# [YOUR TASK]
Down to the last line, restate the material below exactly.

# [DATA]

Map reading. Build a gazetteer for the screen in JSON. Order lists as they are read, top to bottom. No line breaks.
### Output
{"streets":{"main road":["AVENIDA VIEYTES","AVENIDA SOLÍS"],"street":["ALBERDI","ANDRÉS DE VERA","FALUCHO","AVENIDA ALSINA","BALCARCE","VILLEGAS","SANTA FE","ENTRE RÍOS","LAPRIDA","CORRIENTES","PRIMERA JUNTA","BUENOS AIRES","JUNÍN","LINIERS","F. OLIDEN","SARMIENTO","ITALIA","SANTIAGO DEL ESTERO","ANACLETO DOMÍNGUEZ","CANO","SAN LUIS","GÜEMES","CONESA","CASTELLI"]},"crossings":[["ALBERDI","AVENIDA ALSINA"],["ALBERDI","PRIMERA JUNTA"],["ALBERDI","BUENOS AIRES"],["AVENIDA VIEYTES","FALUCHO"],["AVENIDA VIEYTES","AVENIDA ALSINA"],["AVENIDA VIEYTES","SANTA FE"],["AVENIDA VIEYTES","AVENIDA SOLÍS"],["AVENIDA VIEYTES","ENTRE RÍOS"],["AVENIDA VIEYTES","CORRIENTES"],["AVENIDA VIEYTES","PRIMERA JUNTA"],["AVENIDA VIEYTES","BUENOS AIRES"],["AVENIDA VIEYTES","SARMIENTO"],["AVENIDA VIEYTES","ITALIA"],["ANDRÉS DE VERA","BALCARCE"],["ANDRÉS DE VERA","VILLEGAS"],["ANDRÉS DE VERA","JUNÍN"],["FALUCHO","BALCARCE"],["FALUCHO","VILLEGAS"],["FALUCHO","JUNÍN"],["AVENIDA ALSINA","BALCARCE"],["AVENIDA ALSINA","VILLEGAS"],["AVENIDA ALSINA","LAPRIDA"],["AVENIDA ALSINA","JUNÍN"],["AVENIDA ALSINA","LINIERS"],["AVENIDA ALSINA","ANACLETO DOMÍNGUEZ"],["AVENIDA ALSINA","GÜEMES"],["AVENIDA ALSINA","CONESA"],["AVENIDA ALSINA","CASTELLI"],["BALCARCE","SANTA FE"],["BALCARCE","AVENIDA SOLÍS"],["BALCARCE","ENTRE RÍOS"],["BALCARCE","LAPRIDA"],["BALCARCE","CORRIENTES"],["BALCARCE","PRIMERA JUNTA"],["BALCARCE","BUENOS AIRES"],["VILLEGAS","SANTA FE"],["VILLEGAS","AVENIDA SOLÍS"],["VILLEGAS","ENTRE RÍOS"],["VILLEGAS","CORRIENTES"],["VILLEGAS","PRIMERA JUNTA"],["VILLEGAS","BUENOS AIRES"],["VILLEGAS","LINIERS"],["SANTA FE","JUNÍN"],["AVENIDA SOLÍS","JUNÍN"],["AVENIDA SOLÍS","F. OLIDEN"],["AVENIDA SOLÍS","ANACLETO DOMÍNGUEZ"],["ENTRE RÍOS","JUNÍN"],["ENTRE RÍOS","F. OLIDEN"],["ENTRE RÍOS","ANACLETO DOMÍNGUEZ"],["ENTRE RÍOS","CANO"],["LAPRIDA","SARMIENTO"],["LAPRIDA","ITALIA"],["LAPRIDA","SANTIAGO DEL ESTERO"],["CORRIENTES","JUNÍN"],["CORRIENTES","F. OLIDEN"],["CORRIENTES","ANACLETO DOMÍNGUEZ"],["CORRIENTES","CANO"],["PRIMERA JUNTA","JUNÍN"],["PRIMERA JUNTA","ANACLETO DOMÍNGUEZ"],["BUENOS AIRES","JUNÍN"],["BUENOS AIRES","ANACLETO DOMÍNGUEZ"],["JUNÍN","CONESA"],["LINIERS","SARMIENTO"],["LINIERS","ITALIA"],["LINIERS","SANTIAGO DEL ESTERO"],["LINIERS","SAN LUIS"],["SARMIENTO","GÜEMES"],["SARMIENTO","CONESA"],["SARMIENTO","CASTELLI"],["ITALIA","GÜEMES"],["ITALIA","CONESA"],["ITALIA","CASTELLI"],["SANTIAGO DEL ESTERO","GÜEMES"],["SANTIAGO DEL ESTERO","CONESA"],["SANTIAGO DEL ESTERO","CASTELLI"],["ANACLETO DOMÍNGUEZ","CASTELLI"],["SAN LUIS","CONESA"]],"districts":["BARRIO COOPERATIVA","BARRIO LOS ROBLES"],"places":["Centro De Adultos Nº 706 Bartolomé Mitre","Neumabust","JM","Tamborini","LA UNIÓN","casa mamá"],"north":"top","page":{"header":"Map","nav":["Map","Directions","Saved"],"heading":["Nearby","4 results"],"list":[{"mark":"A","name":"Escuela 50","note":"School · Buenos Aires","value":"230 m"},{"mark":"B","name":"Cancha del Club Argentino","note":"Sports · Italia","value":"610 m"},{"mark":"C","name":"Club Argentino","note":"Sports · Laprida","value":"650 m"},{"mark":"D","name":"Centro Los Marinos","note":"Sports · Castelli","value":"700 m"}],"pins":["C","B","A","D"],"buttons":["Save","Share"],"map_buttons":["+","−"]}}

# [SOLUTION FOR THIS EXERCISE]
Map reading. Build a gazetteer for the screen in JSON. Order lists as they are read, top to bottom. No line breaks.
### Output
{"streets":{"main road":["AVENIDA VIEYTES","AVENIDA SOLÍS"],"street":["ALBERDI","ANDRÉS DE VERA","FALUCHO","AVENIDA ALSINA","BALCARCE","VILLEGAS","SANTA FE","ENTRE RÍOS","LAPRIDA","CORRIENTES","PRIMERA JUNTA","BUENOS AIRES","JUNÍN","LINIERS","F. OLIDEN","SARMIENTO","ITALIA","SANTIAGO DEL ESTERO","ANACLETO DOMÍNGUEZ","CANO","SAN LUIS","GÜEMES","CONESA","CASTELLI"]},"crossings":[["ALBERDI","AVENIDA ALSINA"],["ALBERDI","PRIMERA JUNTA"],["ALBERDI","BUENOS AIRES"],["AVENIDA VIEYTES","FALUCHO"],["AVENIDA VIEYTES","AVENIDA ALSINA"],["AVENIDA VIEYTES","SANTA FE"],["AVENIDA VIEYTES","AVENIDA SOLÍS"],["AVENIDA VIEYTES","ENTRE RÍOS"],["AVENIDA VIEYTES","CORRIENTES"],["AVENIDA VIEYTES","PRIMERA JUNTA"],["AVENIDA VIEYTES","BUENOS AIRES"],["AVENIDA VIEYTES","SARMIENTO"],["AVENIDA VIEYTES","ITALIA"],["ANDRÉS DE VERA","BALCARCE"],["ANDRÉS DE VERA","VILLEGAS"],["ANDRÉS DE VERA","JUNÍN"],["FALUCHO","BALCARCE"],["FALUCHO","VILLEGAS"],["FALUCHO","JUNÍN"],["AVENIDA ALSINA","BALCARCE"],["AVENIDA ALSINA","VILLEGAS"],["AVENIDA ALSINA","LAPRIDA"],["AVENIDA ALSINA","JUNÍN"],["AVENIDA ALSINA","LINIERS"],["AVENIDA ALSINA","ANACLETO DOMÍNGUEZ"],["AVENIDA ALSINA","GÜEMES"],["AVENIDA ALSINA","CONESA"],["AVENIDA ALSINA","CASTELLI"],["BALCARCE","SANTA FE"],["BALCARCE","AVENIDA SOLÍS"],["BALCARCE","ENTRE RÍOS"],["BALCARCE","LAPRIDA"],["BALCARCE","CORRIENTES"],["BALCARCE","PRIMERA JUNTA"],["BALCARCE","BUENOS AIRES"],["VILLEGAS","SANTA FE"],["VILLEGAS","AVENIDA SOLÍS"],["VILLEGAS","ENTRE RÍOS"],["VILLEGAS","CORRIENTES"],["VILLEGAS","PRIMERA JUNTA"],["VILLEGAS","BUENOS AIRES"],["VILLEGAS","LINIERS"],["SANTA FE","JUNÍN"],["AVENIDA SOLÍS","JUNÍN"],["AVENIDA SOLÍS","F. OLIDEN"],["AVENIDA SOLÍS","ANACLETO DOMÍNGUEZ"],["ENTRE RÍOS","JUNÍN"],["ENTRE RÍOS","F. OLIDEN"],["ENTRE RÍOS","ANACLETO DOMÍNGUEZ"],["ENTRE RÍOS","CANO"],["LAPRIDA","SARMIENTO"],["LAPRIDA","ITALIA"],["LAPRIDA","SANTIAGO DEL ESTERO"],["CORRIENTES","JUNÍN"],["CORRIENTES","F. OLIDEN"],["CORRIENTES","ANACLETO DOMÍNGUEZ"],["CORRIENTES","CANO"],["PRIMERA JUNTA","JUNÍN"],["PRIMERA JUNTA","ANACLETO DOMÍNGUEZ"],["BUENOS AIRES","JUNÍN"],["BUENOS AIRES","ANACLETO DOMÍNGUEZ"],["JUNÍN","CONESA"],["LINIERS","SARMIENTO"],["LINIERS","ITALIA"],["LINIERS","SANTIAGO DEL ESTERO"],["LINIERS","SAN LUIS"],["SARMIENTO","GÜEMES"],["SARMIENTO","CONESA"],["SARMIENTO","CASTELLI"],["ITALIA","GÜEMES"],["ITALIA","CONESA"],["ITALIA","CASTELLI"],["SANTIAGO DEL ESTERO","GÜEMES"],["SANTIAGO DEL ESTERO","CONESA"],["SANTIAGO DEL ESTERO","CASTELLI"],["ANACLETO DOMÍNGUEZ","CASTELLI"],["SAN LUIS","CONESA"]],"districts":["BARRIO COOPERATIVA","BARRIO LOS ROBLES"],"places":["Centro De Adultos Nº 706 Bartolomé Mitre","Neumabust","JM","Tamborini","LA UNIÓN","casa mamá"],"north":"top","page":{"header":"Map","nav":["Map","Directions","Saved"],"heading":["Nearby","4 results"],"list":[{"mark":"A","name":"Escuela 50","note":"School · Buenos Aires","value":"230 m"},{"mark":"B","name":"Cancha del Club Argentino","note":"Sports · Italia","value":"610 m"},{"mark":"C","name":"Club Argentino","note":"Sports · Laprida","value":"650 m"},{"mark":"D","name":"Centro Los Marinos","note":"Sports · Castelli","value":"700 m"}],"pins":["C","B","A","D"],"buttons":["Save","Share"],"map_buttons":["+","−"]}}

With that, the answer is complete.